LARIMER COUNTY, Colo. - A man arrested on suspicion of driving under the influence tried to lie about his identity over the weekend, but an iris scan proved who he was, according to Larimer County Sheriff Justin Smith.
Smith said the man did not have any ID when he was arrested so deputies scanned the man's iris.
"They were able to prove that he was not who he said he was by doing a comparison of the iris scan we had on record," Smith said.
Smith said the iris scan also revealed the man's true identity as 37 year-old Salvador Corral.
"Not surprisingly, the offender was already under a driving revocation and had an outstanding arrest warrant," Smith said. "On top of all that, he is now facing additional charges for criminal impersonation."
In the past, deputies would have had to hold him until someone brought proof that the man was who said he was. Smith said that is timely and expensive.
"In this case, when the jail staff took the arrestee in, by using the iris scanner, they were immediately able to match up the individual we had in custody with a previous record on him," Smith said.

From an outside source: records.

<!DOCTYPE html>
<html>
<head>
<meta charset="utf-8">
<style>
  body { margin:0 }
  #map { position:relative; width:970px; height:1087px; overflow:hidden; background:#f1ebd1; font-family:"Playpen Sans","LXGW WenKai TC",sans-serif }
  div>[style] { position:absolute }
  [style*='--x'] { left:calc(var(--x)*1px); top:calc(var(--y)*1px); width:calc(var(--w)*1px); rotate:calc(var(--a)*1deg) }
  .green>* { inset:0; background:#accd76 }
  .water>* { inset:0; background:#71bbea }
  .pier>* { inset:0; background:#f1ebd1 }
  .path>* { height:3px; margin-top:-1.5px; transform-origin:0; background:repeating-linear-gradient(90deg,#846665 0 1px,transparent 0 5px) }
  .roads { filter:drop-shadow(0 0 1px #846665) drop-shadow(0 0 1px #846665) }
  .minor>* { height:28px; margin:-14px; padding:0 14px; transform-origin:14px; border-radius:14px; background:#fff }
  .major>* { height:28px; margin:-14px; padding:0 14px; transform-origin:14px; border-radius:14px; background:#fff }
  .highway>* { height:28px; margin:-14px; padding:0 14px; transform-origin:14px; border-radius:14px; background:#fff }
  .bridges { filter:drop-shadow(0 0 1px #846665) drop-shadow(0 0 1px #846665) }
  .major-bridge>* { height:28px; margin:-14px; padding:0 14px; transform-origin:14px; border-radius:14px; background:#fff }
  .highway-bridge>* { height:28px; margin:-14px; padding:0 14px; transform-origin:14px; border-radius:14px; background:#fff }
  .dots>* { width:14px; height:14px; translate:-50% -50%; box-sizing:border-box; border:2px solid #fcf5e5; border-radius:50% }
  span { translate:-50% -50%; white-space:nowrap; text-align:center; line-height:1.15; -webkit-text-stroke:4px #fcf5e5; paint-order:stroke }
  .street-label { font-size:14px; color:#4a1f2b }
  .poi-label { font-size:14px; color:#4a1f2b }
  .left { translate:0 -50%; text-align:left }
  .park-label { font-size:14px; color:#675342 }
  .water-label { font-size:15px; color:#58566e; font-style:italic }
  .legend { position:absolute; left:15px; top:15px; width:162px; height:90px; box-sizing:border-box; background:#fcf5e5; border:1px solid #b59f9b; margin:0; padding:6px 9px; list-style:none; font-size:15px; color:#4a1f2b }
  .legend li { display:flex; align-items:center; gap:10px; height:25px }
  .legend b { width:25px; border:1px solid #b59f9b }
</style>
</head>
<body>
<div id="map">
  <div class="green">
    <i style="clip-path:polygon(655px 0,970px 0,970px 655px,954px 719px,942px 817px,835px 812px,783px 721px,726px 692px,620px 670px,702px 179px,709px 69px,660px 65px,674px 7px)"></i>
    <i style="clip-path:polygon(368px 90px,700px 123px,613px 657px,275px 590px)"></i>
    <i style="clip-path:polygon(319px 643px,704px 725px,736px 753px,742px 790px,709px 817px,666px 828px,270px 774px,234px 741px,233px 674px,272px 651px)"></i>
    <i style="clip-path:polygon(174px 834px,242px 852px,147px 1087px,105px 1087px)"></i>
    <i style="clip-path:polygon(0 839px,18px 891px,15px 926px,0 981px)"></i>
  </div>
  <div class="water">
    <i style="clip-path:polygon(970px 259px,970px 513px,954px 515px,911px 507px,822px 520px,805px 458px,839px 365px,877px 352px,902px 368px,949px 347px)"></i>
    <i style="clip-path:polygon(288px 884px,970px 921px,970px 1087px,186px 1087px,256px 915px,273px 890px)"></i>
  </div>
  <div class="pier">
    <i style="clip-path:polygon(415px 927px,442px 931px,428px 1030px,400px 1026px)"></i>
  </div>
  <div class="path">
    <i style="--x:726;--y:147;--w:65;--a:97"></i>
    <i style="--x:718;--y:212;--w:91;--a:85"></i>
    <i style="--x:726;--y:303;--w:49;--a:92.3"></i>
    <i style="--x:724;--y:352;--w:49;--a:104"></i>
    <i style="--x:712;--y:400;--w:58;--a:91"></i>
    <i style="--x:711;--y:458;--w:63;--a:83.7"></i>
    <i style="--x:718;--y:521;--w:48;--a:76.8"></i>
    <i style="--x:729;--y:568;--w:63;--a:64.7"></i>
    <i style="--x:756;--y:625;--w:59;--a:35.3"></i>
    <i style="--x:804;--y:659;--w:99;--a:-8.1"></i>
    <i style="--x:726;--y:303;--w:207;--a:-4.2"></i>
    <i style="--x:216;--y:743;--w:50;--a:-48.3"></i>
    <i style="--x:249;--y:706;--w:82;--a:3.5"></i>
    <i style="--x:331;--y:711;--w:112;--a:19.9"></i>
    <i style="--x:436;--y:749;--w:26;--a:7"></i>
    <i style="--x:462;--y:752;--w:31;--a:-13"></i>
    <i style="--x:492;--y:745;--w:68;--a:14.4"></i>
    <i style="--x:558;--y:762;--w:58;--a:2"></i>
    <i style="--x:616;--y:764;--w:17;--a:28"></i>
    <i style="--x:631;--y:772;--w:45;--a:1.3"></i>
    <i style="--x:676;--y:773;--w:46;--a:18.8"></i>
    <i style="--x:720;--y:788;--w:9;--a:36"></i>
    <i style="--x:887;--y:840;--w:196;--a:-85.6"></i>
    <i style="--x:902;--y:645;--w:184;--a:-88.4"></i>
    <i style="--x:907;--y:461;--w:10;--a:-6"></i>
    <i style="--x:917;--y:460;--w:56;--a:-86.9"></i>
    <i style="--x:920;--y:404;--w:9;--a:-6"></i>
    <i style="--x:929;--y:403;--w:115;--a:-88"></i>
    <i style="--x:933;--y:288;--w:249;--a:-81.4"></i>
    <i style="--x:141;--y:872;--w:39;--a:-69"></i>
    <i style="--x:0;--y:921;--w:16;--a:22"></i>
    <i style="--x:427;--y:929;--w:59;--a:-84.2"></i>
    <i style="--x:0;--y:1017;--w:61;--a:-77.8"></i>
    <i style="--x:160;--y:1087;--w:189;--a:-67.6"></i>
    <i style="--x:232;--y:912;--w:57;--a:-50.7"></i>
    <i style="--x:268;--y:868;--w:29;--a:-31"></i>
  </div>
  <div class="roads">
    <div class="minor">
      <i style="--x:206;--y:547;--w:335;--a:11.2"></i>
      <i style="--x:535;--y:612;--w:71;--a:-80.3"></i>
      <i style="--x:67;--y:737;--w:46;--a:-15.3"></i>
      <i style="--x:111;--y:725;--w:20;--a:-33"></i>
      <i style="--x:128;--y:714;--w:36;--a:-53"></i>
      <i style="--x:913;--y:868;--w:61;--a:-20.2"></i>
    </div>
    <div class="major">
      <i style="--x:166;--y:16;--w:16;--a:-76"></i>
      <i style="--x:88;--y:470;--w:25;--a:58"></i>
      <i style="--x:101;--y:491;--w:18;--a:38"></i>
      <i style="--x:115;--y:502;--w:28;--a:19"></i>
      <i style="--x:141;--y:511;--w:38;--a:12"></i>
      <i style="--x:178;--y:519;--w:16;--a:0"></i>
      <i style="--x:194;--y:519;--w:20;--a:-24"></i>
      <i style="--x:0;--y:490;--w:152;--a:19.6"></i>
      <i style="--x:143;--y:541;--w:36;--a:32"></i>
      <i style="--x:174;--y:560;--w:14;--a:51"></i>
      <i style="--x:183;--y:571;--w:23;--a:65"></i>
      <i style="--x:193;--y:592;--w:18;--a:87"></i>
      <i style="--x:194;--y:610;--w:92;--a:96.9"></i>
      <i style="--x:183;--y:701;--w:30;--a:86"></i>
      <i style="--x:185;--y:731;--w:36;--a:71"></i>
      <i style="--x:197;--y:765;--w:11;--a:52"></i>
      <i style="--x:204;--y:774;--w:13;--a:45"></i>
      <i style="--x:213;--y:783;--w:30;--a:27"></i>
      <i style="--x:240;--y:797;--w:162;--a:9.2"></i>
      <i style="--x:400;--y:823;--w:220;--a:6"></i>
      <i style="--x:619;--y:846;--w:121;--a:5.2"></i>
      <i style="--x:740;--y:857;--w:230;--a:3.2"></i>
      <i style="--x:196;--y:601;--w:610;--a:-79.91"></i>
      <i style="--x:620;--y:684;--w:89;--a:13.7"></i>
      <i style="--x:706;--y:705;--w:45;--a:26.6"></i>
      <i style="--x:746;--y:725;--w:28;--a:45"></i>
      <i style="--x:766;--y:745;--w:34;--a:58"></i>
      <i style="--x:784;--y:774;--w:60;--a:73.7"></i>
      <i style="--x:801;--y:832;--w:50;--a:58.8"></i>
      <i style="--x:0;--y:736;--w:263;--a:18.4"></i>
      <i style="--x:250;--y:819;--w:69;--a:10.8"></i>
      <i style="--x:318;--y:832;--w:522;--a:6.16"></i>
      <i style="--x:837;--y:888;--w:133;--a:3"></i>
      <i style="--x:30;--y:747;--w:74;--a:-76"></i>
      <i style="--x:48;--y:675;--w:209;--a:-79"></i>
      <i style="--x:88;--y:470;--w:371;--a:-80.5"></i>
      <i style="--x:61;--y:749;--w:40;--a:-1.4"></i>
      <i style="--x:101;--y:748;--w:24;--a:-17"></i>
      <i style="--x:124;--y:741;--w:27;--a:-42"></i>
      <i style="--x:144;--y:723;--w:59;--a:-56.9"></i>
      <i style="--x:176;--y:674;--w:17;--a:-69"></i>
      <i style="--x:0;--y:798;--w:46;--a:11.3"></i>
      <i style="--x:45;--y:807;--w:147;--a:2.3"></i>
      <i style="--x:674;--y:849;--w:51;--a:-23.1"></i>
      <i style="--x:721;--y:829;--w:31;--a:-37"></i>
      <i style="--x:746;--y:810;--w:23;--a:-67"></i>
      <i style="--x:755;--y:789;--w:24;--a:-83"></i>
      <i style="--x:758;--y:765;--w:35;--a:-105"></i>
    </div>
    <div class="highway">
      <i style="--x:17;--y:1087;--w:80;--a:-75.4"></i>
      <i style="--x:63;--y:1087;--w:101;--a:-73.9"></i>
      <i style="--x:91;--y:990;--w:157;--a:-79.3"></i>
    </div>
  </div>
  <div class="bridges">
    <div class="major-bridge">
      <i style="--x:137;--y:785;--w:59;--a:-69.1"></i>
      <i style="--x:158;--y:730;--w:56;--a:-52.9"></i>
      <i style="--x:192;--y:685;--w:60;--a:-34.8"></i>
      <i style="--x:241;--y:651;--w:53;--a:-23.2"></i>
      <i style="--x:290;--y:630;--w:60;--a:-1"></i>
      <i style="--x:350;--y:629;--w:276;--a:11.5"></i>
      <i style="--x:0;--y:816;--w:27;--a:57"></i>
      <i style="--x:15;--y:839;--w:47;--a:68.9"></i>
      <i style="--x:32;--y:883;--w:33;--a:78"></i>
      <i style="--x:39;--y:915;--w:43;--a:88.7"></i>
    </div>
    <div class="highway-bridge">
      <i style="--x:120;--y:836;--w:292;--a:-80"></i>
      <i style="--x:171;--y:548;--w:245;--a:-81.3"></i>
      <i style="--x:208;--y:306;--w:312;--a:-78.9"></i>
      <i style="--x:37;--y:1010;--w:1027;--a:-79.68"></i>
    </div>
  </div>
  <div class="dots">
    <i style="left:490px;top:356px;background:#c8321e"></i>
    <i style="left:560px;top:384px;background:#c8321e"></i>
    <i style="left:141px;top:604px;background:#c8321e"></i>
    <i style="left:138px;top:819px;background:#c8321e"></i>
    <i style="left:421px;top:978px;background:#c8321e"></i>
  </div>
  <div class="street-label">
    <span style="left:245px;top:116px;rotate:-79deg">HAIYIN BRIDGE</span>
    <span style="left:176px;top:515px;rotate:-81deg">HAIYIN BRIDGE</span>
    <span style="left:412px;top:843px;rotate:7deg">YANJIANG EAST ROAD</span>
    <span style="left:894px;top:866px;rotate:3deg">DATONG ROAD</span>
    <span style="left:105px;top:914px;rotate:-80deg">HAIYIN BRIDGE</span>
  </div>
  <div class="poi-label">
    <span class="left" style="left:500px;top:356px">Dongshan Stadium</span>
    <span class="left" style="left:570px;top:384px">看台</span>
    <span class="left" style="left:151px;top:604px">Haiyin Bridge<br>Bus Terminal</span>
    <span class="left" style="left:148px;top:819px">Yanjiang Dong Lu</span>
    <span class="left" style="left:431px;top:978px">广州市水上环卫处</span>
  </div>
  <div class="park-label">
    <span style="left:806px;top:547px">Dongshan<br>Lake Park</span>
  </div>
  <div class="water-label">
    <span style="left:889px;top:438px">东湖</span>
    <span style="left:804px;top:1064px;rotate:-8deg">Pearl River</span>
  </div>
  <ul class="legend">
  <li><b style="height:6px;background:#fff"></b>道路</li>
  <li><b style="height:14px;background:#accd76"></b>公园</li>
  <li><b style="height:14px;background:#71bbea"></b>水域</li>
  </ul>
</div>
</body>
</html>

Corral now faces seven charges, including a felony charge for criminal impersonation. That is a class 6 felony that could carry up to an 18 month jail sentence and/or $1,000 fine.
Smith said technology like this saves time in positively identifying offenders and is much better than a traditional set of fingerprints.
"It’s a modern day version of what the fingerprint card does," Smith explained. "It maps the eye, much as running ink over a fingerprint maps that finger, it maps the blood vessels. It turns out the human eye when looked at close enough would be like a fingerprint."
Not only do deputies use the scanner when booking inmates, they also use it when an inmate leaves to ensure it is the correct person. Smith said they also use the scanner when the county's 205 sex offenders are required to check-in to make sure it is the correct person.
"This technology in addition to allowing us to get the right people taken into custody, also allows us to clear up people who may have been accused of something and somebody else assumed their identity," he said.
The Larimer County Sheriff's Office has been using the technology since 2007. Smith said one day they hope to have deputies carry handheld scanners in the field.
7NEWS checked with other jails in the area. Jefferson County Sherrif's Office is the only other department equipped with the scanners.